--- Extracted information ---

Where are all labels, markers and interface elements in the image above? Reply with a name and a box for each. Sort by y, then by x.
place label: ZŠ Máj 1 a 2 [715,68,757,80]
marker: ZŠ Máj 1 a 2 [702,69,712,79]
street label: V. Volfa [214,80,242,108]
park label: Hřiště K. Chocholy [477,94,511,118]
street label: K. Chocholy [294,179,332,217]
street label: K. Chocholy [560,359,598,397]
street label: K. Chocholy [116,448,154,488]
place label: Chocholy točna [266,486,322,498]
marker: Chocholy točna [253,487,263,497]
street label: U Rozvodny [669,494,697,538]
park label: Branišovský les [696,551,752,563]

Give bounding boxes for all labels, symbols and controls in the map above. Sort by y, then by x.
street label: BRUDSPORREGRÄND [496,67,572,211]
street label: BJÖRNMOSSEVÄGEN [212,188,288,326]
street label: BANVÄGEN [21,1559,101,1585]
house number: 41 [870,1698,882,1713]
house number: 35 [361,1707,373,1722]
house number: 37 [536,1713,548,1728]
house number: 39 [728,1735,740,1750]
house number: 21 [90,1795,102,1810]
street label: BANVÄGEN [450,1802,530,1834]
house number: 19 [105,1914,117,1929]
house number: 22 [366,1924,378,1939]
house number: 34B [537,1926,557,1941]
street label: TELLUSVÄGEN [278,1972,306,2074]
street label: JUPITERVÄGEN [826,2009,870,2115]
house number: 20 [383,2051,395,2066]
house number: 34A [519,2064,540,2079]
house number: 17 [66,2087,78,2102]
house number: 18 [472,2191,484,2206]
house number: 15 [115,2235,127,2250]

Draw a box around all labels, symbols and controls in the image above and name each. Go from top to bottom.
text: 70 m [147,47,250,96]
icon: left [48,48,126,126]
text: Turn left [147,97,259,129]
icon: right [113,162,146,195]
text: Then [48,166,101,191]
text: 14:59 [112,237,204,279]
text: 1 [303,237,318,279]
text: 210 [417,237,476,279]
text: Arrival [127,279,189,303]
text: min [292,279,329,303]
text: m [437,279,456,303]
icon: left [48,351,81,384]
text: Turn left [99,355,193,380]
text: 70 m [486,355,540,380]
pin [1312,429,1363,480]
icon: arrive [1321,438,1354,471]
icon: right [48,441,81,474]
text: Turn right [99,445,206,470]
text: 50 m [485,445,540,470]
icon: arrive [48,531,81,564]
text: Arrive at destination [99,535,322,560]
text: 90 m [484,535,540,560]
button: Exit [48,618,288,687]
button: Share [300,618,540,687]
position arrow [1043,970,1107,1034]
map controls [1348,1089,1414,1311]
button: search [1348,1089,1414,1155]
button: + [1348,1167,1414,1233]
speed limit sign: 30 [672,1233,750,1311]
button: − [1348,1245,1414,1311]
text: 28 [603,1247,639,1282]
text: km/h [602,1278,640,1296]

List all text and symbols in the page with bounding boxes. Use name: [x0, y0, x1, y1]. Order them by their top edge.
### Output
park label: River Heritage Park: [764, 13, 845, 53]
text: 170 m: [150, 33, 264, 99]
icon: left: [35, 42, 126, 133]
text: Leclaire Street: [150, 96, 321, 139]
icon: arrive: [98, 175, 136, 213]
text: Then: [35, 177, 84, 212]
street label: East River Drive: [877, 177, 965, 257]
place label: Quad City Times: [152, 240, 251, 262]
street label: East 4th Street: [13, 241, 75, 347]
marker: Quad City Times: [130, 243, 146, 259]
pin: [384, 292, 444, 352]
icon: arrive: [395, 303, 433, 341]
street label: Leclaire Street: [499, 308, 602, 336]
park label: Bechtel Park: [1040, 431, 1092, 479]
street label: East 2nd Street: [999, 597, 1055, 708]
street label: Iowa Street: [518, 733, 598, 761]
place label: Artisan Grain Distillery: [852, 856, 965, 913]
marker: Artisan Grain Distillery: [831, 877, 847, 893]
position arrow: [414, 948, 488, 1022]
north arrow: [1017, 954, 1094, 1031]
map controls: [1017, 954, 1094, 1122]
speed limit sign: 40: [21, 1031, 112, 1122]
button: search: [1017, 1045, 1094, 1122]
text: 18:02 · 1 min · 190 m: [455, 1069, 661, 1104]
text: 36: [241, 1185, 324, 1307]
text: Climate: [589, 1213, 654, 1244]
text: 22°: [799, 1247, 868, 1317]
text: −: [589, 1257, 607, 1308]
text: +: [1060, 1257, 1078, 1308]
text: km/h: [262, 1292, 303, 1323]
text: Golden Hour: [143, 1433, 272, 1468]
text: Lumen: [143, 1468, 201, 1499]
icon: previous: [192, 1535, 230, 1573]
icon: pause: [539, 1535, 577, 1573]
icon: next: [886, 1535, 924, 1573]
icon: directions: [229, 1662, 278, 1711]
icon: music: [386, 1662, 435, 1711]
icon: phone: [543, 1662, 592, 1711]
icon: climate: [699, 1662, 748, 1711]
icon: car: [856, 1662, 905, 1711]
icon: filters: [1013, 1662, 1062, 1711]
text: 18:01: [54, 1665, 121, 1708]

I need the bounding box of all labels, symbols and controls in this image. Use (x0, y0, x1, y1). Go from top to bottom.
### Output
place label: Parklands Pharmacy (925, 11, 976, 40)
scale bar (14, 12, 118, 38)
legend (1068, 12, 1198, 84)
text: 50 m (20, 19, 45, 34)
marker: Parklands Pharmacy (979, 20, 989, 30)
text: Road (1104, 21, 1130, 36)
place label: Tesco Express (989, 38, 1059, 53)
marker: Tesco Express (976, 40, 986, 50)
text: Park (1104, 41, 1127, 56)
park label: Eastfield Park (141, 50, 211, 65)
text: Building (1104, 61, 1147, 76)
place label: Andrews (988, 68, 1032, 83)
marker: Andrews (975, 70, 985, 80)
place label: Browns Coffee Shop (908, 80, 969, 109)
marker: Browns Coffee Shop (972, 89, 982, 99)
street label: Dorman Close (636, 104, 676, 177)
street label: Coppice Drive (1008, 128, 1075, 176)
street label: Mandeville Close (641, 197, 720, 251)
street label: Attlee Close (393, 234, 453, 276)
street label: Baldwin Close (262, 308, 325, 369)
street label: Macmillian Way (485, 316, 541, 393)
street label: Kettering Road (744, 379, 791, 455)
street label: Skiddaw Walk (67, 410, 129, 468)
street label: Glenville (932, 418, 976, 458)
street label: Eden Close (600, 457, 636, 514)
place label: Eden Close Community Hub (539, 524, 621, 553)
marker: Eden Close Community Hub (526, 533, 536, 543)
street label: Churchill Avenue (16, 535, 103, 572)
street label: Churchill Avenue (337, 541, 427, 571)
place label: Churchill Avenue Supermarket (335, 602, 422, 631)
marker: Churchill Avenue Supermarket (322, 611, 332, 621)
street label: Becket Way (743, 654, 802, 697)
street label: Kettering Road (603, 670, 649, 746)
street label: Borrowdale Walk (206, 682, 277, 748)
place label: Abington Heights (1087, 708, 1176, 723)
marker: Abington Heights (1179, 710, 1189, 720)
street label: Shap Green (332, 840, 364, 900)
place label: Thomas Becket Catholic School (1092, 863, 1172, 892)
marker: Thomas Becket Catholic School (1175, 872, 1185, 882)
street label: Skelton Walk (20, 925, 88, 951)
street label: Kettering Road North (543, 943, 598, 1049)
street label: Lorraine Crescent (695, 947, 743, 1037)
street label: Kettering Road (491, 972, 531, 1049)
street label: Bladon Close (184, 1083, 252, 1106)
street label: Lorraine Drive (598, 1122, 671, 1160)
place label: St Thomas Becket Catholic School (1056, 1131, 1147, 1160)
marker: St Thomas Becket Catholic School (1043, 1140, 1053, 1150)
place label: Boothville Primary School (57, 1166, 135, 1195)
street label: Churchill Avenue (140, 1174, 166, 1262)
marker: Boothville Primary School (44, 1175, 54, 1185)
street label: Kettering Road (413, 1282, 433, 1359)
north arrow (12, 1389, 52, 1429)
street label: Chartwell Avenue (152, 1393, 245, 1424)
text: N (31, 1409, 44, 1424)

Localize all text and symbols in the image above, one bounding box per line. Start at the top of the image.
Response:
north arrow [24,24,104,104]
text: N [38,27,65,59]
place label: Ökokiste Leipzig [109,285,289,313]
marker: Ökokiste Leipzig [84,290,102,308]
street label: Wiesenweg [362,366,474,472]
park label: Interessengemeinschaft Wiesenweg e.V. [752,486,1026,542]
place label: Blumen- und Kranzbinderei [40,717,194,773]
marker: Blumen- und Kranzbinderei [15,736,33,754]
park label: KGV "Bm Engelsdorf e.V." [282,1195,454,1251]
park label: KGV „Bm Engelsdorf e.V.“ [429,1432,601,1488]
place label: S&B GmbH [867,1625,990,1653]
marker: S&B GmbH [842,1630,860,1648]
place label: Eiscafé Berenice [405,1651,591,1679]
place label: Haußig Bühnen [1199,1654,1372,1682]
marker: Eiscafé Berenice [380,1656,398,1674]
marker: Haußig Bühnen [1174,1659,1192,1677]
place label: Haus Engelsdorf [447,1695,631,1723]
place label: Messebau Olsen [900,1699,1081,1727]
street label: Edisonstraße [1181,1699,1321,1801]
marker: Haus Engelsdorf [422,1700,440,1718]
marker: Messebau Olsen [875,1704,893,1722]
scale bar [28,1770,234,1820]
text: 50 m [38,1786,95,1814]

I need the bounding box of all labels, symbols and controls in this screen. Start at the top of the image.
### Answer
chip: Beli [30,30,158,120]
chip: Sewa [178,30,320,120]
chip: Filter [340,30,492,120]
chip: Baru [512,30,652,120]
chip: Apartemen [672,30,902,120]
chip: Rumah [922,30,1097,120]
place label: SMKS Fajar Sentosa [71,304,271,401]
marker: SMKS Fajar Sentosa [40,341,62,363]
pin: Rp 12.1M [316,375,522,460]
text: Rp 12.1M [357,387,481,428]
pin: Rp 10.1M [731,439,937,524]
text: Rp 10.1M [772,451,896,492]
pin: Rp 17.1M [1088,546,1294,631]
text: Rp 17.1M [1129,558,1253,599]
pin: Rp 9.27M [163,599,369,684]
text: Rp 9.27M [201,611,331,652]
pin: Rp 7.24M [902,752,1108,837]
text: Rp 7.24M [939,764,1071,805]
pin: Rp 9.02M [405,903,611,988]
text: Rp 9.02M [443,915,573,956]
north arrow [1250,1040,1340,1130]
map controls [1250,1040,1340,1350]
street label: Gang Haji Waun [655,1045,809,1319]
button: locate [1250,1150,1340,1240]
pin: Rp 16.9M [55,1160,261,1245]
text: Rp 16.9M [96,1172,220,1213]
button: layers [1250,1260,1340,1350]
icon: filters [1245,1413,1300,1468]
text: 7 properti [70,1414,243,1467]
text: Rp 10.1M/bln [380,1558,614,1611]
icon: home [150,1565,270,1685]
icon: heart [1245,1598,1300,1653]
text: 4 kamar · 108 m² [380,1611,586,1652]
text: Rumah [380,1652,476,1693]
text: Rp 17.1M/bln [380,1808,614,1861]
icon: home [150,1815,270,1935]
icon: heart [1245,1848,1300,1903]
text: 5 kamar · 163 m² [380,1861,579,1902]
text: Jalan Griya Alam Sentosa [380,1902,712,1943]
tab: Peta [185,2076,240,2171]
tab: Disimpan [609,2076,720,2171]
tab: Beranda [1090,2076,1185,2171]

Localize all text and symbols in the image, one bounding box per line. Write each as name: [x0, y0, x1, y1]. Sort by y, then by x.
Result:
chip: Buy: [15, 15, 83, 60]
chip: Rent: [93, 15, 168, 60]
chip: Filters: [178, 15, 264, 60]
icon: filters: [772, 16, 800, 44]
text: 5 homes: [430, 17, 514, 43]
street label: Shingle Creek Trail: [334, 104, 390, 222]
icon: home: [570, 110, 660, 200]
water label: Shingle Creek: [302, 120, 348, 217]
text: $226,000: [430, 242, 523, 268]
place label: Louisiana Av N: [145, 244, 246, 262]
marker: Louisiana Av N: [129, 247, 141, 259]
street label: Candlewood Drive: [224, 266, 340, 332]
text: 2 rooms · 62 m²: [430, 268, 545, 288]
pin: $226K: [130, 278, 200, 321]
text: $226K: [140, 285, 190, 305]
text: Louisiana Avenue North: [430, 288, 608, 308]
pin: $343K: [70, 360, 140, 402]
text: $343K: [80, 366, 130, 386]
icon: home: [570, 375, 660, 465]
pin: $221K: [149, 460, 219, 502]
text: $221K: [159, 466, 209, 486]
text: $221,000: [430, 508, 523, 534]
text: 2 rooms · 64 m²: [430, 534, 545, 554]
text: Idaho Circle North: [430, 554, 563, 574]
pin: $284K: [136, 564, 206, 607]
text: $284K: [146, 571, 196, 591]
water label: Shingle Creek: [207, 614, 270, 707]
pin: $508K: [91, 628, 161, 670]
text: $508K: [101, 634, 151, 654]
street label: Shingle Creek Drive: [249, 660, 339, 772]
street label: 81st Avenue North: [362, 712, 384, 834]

---

• Work task
Pull out every line above that holds the word "Walk".

• Solution below
street label: Skiddaw Walk (67, 410, 129, 468)
street label: Borrowdale Walk (206, 682, 277, 748)
street label: Skelton Walk (20, 925, 88, 951)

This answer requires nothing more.